SOURCE DATA |
○ ○ ○ ○ ○ ○ ○
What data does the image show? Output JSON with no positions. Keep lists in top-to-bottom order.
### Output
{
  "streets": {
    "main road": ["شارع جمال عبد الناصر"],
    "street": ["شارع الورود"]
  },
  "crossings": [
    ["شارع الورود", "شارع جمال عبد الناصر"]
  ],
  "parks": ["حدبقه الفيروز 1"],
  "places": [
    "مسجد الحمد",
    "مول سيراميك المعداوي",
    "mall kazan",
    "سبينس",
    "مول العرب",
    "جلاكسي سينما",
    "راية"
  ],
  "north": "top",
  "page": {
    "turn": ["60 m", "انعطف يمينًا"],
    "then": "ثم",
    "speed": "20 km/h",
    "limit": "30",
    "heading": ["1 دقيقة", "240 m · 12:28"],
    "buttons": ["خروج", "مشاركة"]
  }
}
○ ○ ○ ○ ○ ○ ○
WORK INSTRUCTION | The entries above need to be transcribed with no differences at all.

RESULT OF THE TASK |
What data does the image show? Output JSON with no positions. Keep lists in top-to-bottom order.
### Output
{
  "streets": {
    "main road": ["شارع جمال عبد الناصر"],
    "street": ["شارع الورود"]
  },
  "crossings": [
    ["شارع الورود", "شارع جمال عبد الناصر"]
  ],
  "parks": ["حدبقه الفيروز 1"],
  "places": [
    "مسجد الحمد",
    "مول سيراميك المعداوي",
    "mall kazan",
    "سبينس",
    "مول العرب",
    "جلاكسي سينما",
    "راية"
  ],
  "north": "top",
  "page": {
    "turn": ["60 m", "انعطف يمينًا"],
    "then": "ثم",
    "speed": "20 km/h",
    "limit": "30",
    "heading": ["1 دقيقة", "240 m · 12:28"],
    "buttons": ["خروج", "مشاركة"]
  }
}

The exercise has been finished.